Chapters 5 and 6 of President Snow’s book are connected (so sayeth the manual). For us, chapter 5 was taught last month, and so I jumped back momentarily to speak about Pres Snow’s couplet:
“As man is, God once was. As God is, man may become.”
In discussing the couplet, I broke it into its two main components: phrases one and two. In teaching, I used the method being used in the Youth classes: focused primarily on asking questions and allowing them to find the answers and experiences. (It works great with high priests – not a single one of them fell asleep. Not even me!).
For phrase one, we discussed what scriptural or authoritative teachings support it. The only answer was the King Follett Discourse by Joseph Smith. I asked why they thought the couplet or KFD were never canonized. We briefly discussed some of the speculation that has come from this part of the couplet, such as the Adam-God theory, to show that it is not understood well even by prophets like Brigham Young. We discussed Pres Hinckley’s television interview with Mike Wallace, where Wallace asked about this belief, and Pres Hinckley answered that while he knew something was taught in the past regarding it, we simply do not know enough to really understand it. It then was interesting to discuss why this part of the couplet was in the manual, and noting that the discussion in chapters 5 and 6 almost entirely focus on the second phrase.
For this part of the couplet, there were several scriptures that were brought up to support it. Interestingly, I had to mention D&C 132, because of the 5 scriptures offered by the high priests, none mentioned that section! Then we discussed what does it really mean to be as God is. What was doctrinal versus what is speculation. We determined that populating our own little planets in this vast universe is a logical conclusion, however is not scriptural. We do know that God will share all he has with us (D&C 84:33–39), that we will sit on his throne with him (Rev 3-4), and that we will rule with him.

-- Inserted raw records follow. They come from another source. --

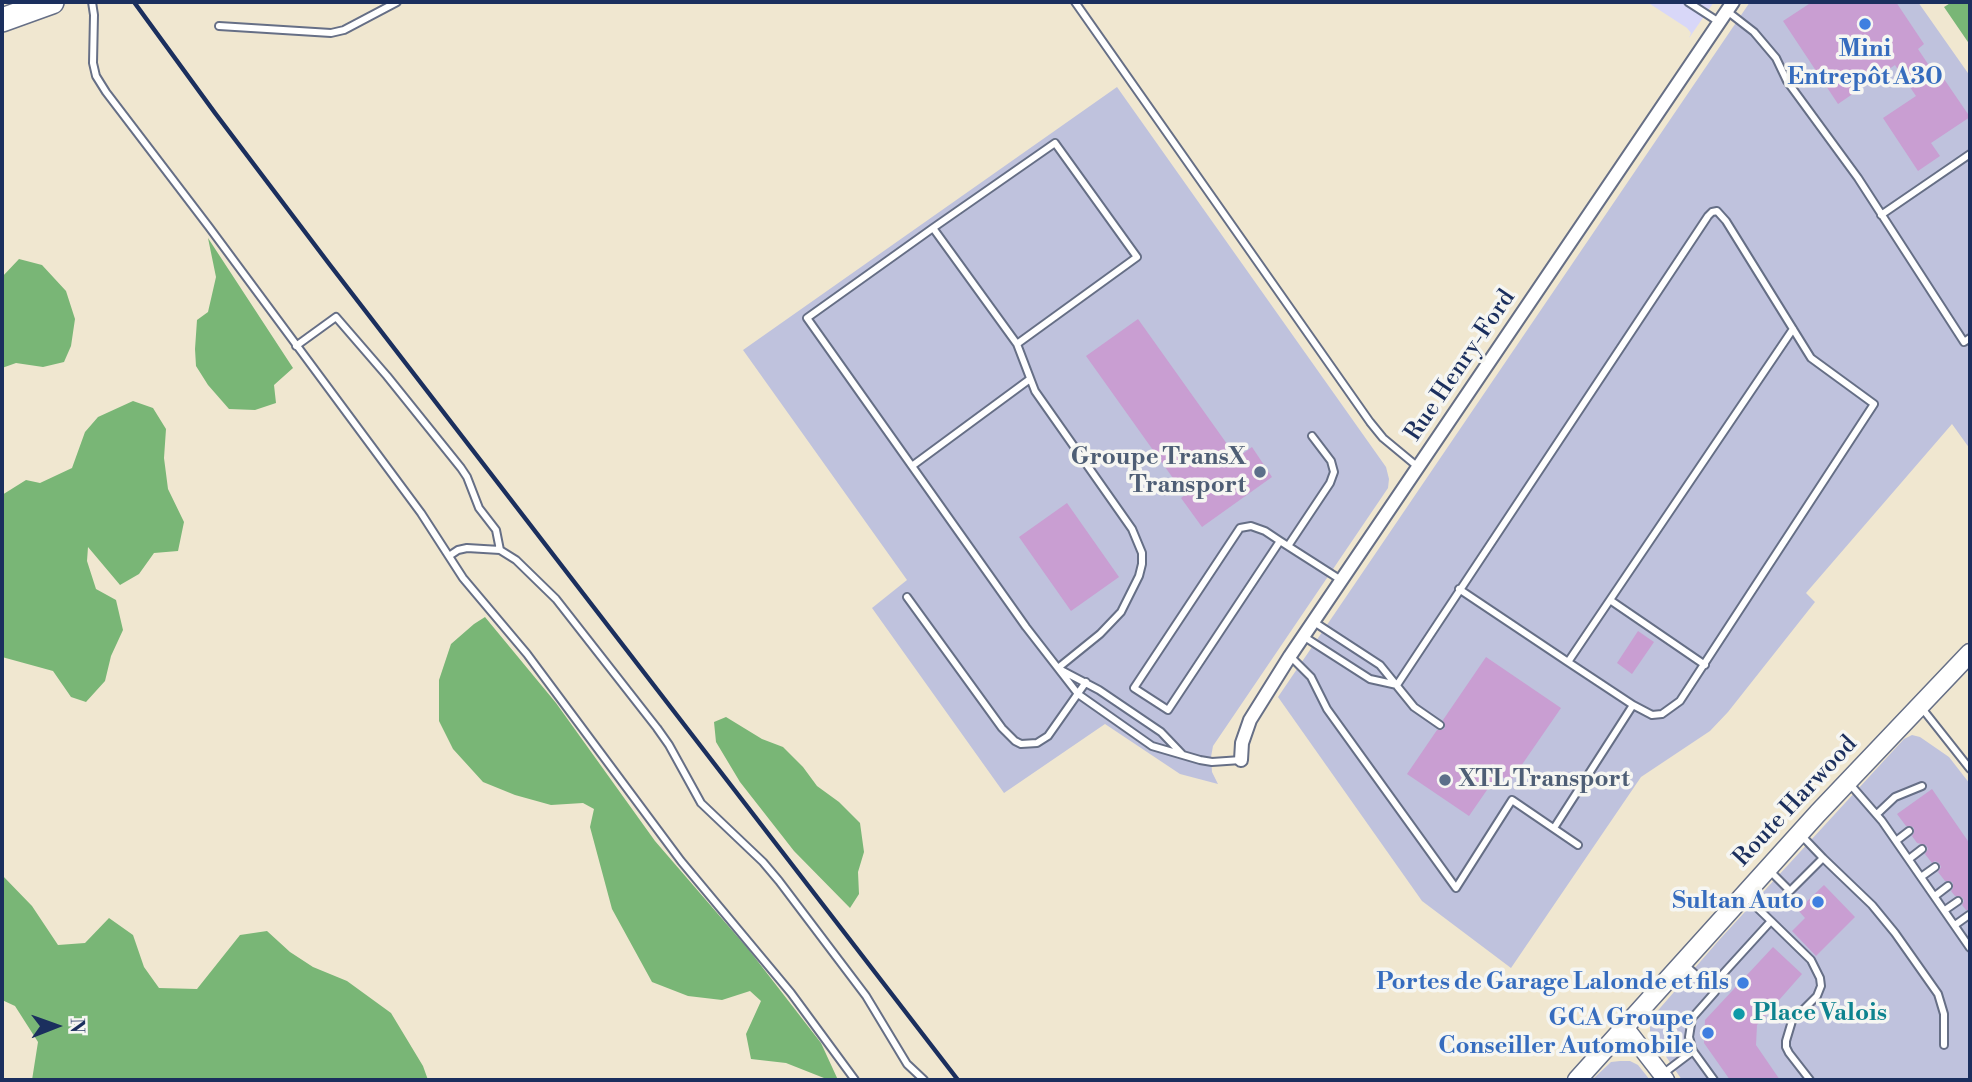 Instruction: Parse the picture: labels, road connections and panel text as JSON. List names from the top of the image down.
{
  "streets": {
    "main road": ["Route Harwood"],
    "street": ["Rue Henry-Ford"]
  },
  "places": [
    "Mini Entrepôt A30",
    "Groupe TransX Transport",
    "XTL Transport",
    "Sultan Auto",
    "Portes de Garage Lalonde et fils",
    "Place Valois",
    "GCA Groupe Conseiller Automobile"
  ],
  "north": "right"
} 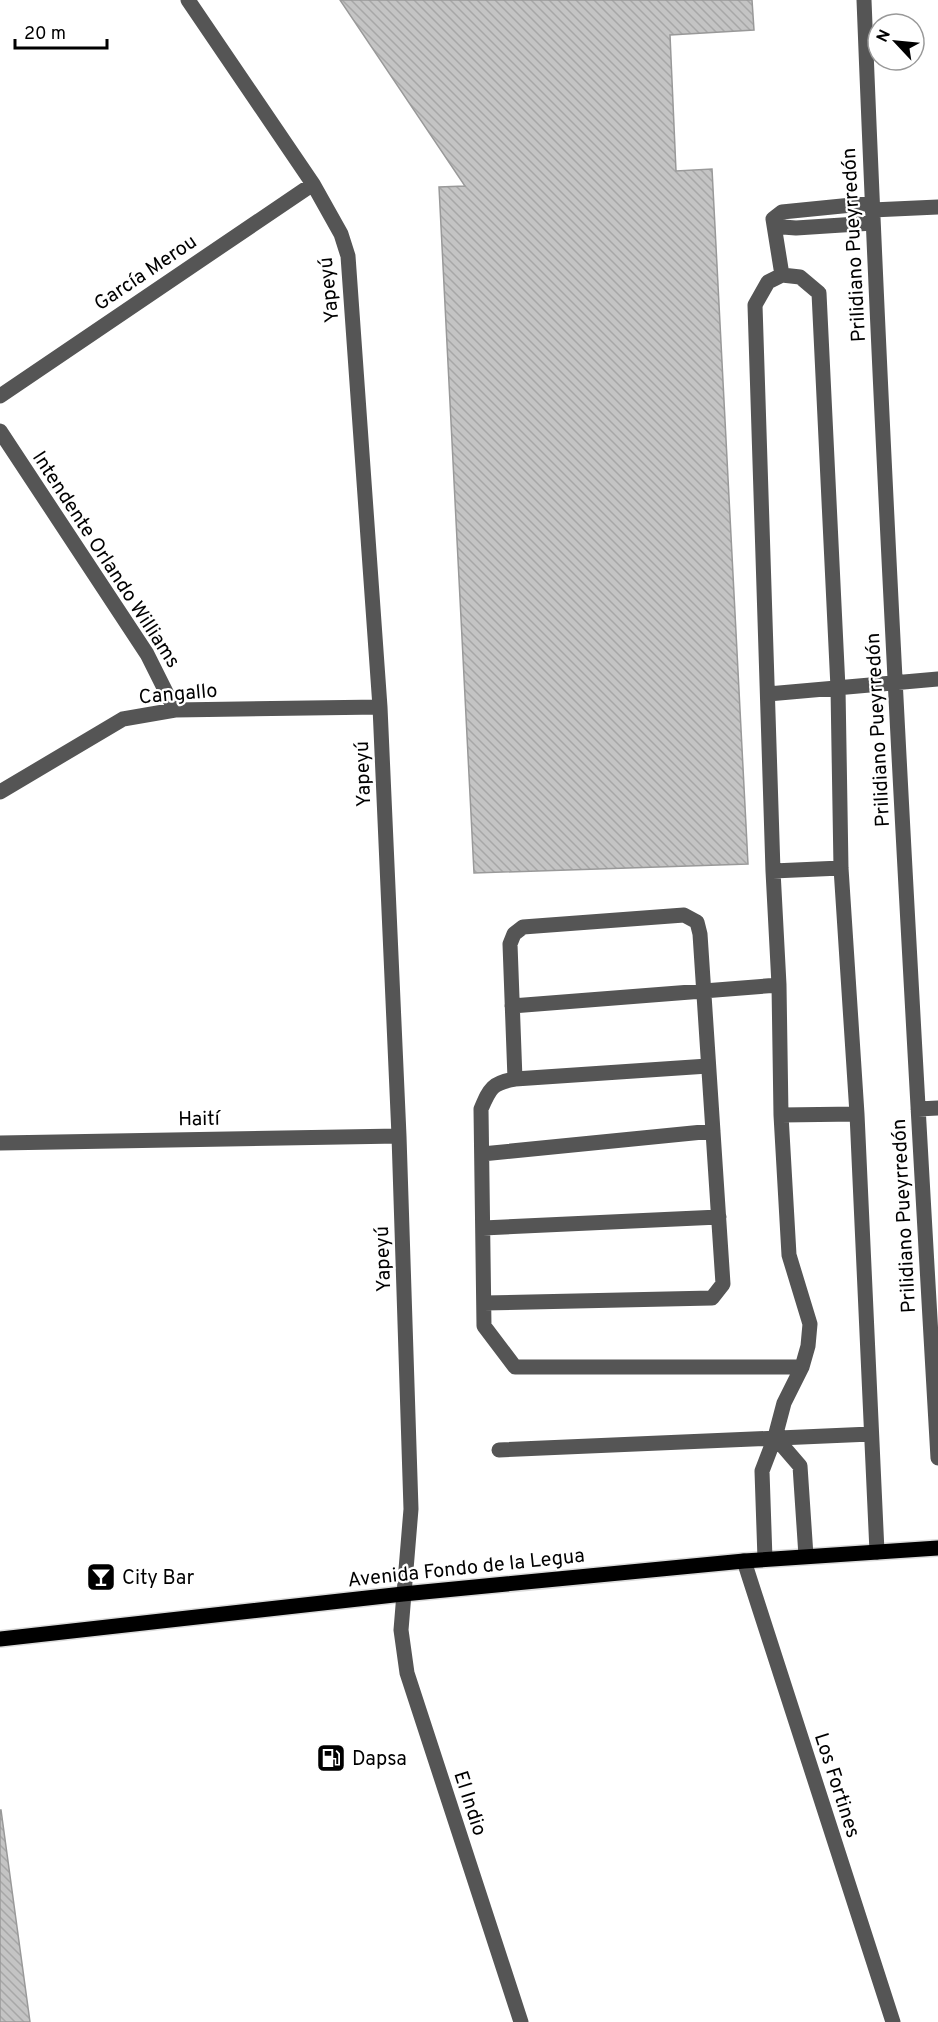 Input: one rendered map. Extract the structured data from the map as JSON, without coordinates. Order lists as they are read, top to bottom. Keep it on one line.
{"streets":{"main road":["Avenida Fondo de la Legua"],"street":["Prilidiano Pueyrredón","García Merou","Yapeyú","Intendente Orlando Williams","Cangallo","Haití","Los Fortines","El Indio"]},"crossings":[["García Merou","Yapeyú"],["Yapeyú","Cangallo"],["Yapeyú","Haití"],["Yapeyú","Avenida Fondo de la Legua"],["Yapeyú","El Indio"],["Intendente Orlando Williams","Cangallo"],["Avenida Fondo de la Legua","Los Fortines"],["Avenida Fondo de la Legua","El Indio"]],"places":{"bar":["City Bar"],"fuel station":["Dapsa"]},"scale_bar":"20 m","north":"top left"}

Then we spoke on the things we must do to become as God is, according to scripture.
Beyond that, we could not determine anything else that was well established doctrine regarding the couplet. So, for me, it was interesting to see Church Education actually use the couplet, when they have not had lessons on polygamy,
For me, this is an example of the Church’s change from having GAs as teaching speculative things as authoritative to having GAs only focus on the core doctrine and leaving the rest to scholars and speculators (I’m a little of both, I suppose). For me, this is a positive, because we can discuss things without having GA speculation (such as Brigham Young’s Adam-God theory) get in the way of actually discussing the doctrines of the gospel. In the past, I’ve seen two people use different GAs to beat up on each other to try and establish what they felt should be doctrine. The “my apostle is bigger than your apostle” should not be the method for establishing truth nor doctrine. Yet a high priest group should be able to function somewhat like the School of the Prophets did in Nauvoo and Kirtland. It should allow members to expand their minds on the things of God, without feeling imposed upon to believe things the Church officially has not sanctioned as doctrine.
And I still can’t figure out how this one slipped past CES, when they’ve focused so long on keeping it doctrinal and simple.